━━━ Material provided

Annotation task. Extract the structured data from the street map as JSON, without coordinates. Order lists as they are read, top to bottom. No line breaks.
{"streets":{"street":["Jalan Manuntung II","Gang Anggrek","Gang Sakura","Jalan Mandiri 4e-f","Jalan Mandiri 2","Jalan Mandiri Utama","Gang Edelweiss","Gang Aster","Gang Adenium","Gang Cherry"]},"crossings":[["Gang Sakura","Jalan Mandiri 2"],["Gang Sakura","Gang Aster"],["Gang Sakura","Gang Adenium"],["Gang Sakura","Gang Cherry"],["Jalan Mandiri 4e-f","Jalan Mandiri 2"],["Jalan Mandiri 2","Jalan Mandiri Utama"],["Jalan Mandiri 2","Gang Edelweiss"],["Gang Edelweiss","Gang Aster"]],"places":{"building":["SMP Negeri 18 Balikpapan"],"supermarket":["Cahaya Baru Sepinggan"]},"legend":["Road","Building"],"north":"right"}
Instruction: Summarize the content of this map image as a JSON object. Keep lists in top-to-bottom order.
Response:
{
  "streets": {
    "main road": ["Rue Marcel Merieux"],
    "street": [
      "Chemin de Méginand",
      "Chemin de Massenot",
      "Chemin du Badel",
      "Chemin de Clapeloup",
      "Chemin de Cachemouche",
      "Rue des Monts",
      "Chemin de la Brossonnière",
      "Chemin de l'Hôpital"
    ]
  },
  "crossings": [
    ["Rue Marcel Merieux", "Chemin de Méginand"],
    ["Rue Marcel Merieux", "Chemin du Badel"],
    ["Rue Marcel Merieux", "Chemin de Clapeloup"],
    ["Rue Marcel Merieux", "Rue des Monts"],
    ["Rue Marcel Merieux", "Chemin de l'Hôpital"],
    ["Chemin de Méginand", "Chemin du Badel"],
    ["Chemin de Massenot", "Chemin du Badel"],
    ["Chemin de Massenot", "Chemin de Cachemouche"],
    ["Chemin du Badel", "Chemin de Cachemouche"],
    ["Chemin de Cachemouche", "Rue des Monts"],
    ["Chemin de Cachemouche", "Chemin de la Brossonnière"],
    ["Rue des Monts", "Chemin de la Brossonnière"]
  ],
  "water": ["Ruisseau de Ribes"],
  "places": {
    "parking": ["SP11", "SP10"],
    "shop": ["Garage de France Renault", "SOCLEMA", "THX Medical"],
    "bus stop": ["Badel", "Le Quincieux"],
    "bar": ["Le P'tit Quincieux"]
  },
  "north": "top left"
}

━━━━━━

> What is required
Set down exactly what runs from the line with "Instruction: Summarize the" to the last line of the data above, including both of those lines and no others.

> Result
Instruction: Summarize the content of this map image as a JSON object. Keep lists in top-to-bottom order.
Response:
{
  "streets": {
    "main road": ["Rue Marcel Merieux"],
    "street": [
      "Chemin de Méginand",
      "Chemin de Massenot",
      "Chemin du Badel",
      "Chemin de Clapeloup",
      "Chemin de Cachemouche",
      "Rue des Monts",
      "Chemin de la Brossonnière",
      "Chemin de l'Hôpital"
    ]
  },
  "crossings": [
    ["Rue Marcel Merieux", "Chemin de Méginand"],
    ["Rue Marcel Merieux", "Chemin du Badel"],
    ["Rue Marcel Merieux", "Chemin de Clapeloup"],
    ["Rue Marcel Merieux", "Rue des Monts"],
    ["Rue Marcel Merieux", "Chemin de l'Hôpital"],
    ["Chemin de Méginand", "Chemin du Badel"],
    ["Chemin de Massenot", "Chemin du Badel"],
    ["Chemin de Massenot", "Chemin de Cachemouche"],
    ["Chemin du Badel", "Chemin de Cachemouche"],
    ["Chemin de Cachemouche", "Rue des Monts"],
    ["Chemin de Cachemouche", "Chemin de la Brossonnière"],
    ["Rue des Monts", "Chemin de la Brossonnière"]
  ],
  "water": ["Ruisseau de Ribes"],
  "places": {
    "parking": ["SP11", "SP10"],
    "shop": ["Garage de France Renault", "SOCLEMA", "THX Medical"],
    "bus stop": ["Badel", "Le Quincieux"],
    "bar": ["Le P'tit Quincieux"]
  },
  "north": "top left"
}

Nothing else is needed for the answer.